The U.S. week is defined as starting on Sunday and ending on Saturday. Week number 1 in this convention is defined as the week beginning on January 1, which may be a “partial” week based on the convention that calendar weeks start on Sunday and end on Saturday. As such the last week of the year in this convention can also be a “partial” week based on the convention stated in the previous sentence. The full definition of U.S. Week Number 1 is:

The first week of the year contains 1 January, the 1st Saturday and is comprised of days 1-7 of the year.

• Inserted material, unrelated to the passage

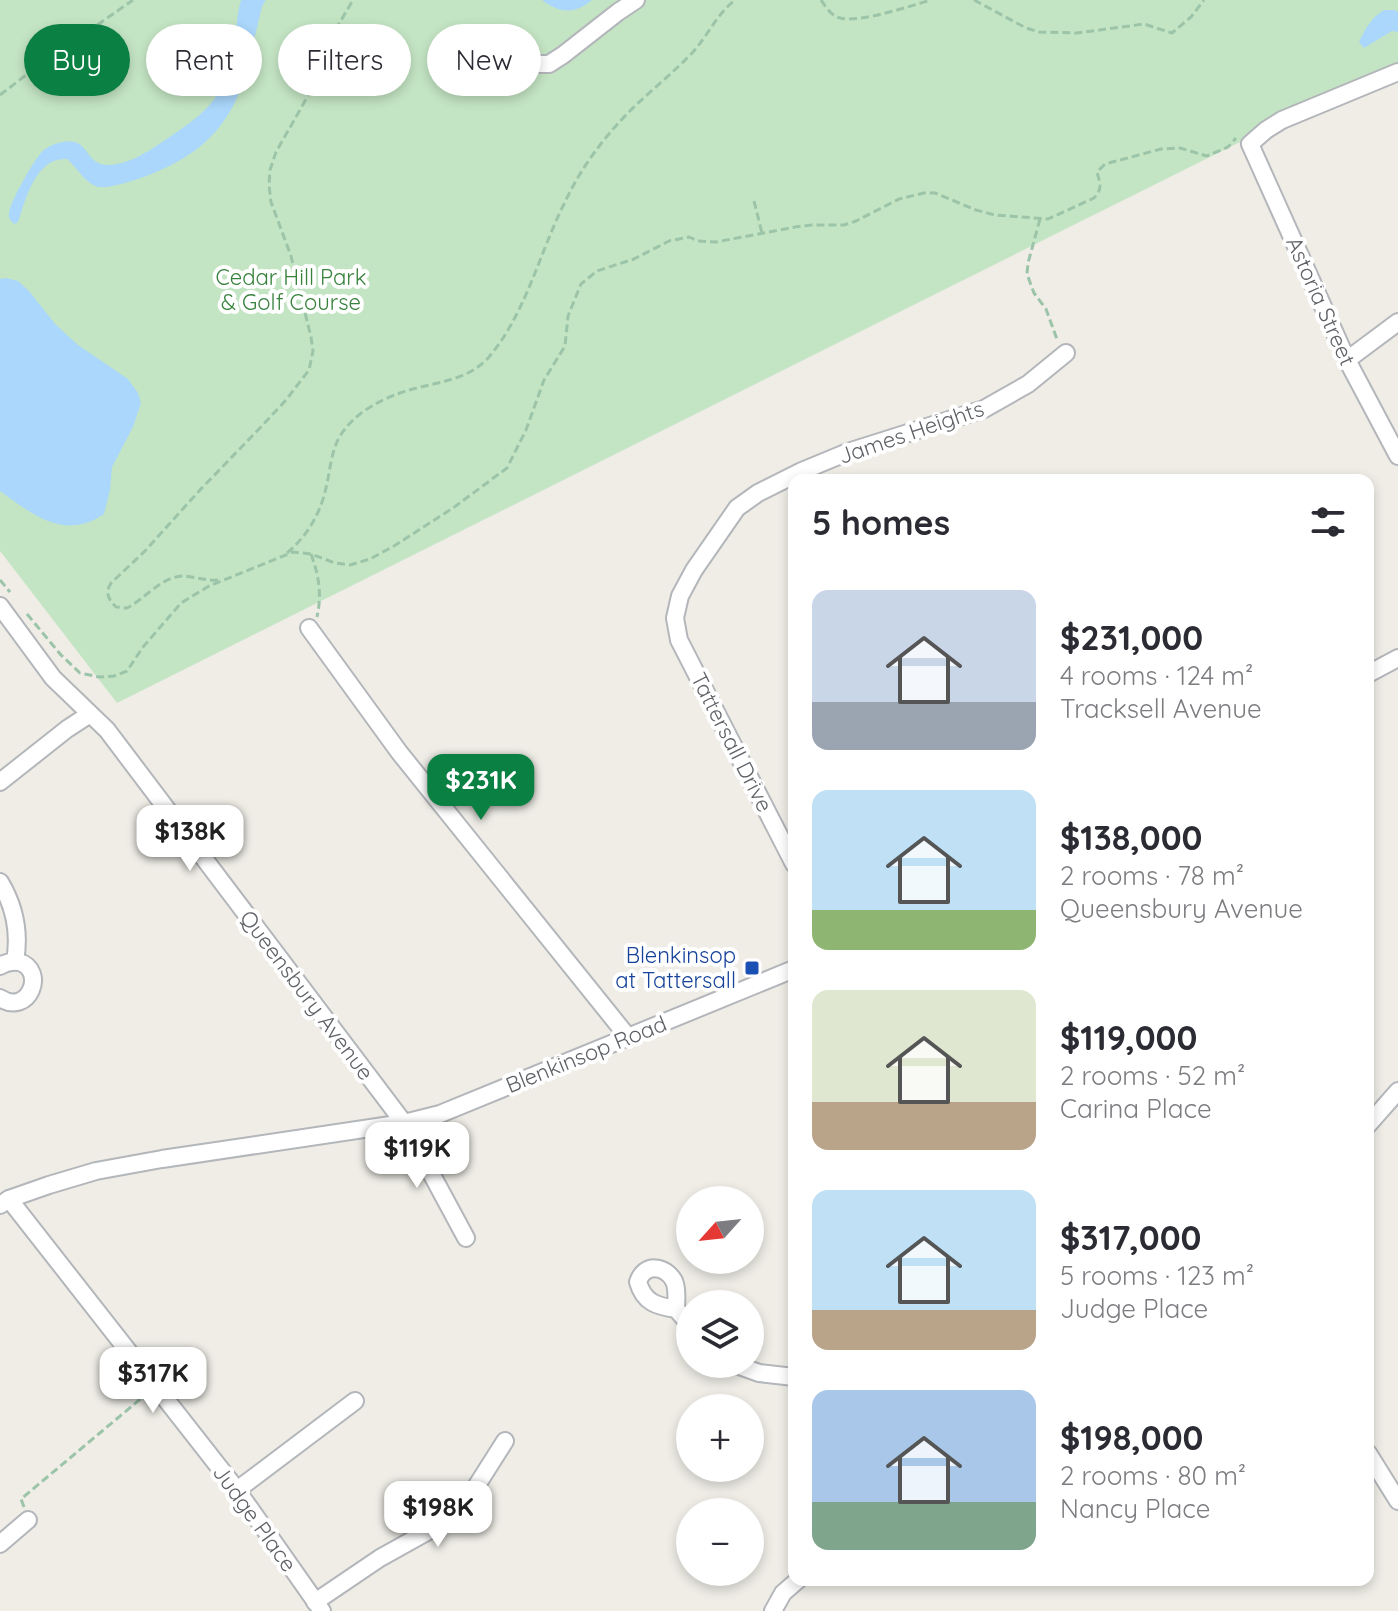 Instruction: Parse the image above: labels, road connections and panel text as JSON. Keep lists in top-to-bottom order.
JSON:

This allows the first week of the year to start on any day of the conventional week and end six days later; the first week could run from Wednesday to Tuesday rather than from Sunday to Saturday. So, the question, as posed, relies upon a numbering system which allows partial weeks, the weeks always start on Sunday (so how does a partial week occur?), always end on Saturday and declare Week Number 1 as that week starting with January 1 (a criteria that can run afoul of the Sunday to Saturday, 7 days in a week ‘rule’). In such a system February 8, 2009, would be the starting date for Week 7 (because Week 1 only has three days, January 1,2 and 3, a strange occurrence indeed as it contradicts the stated definition of every week starting on a Sunday). I don’t know of a numbering scheme which meets that conflicting criteria. But, there MIGHT be one in use somewhere which satisfies all of those conditions. Stranger things have happened, but with the given numbering schemes available the answer to the original question is “No”.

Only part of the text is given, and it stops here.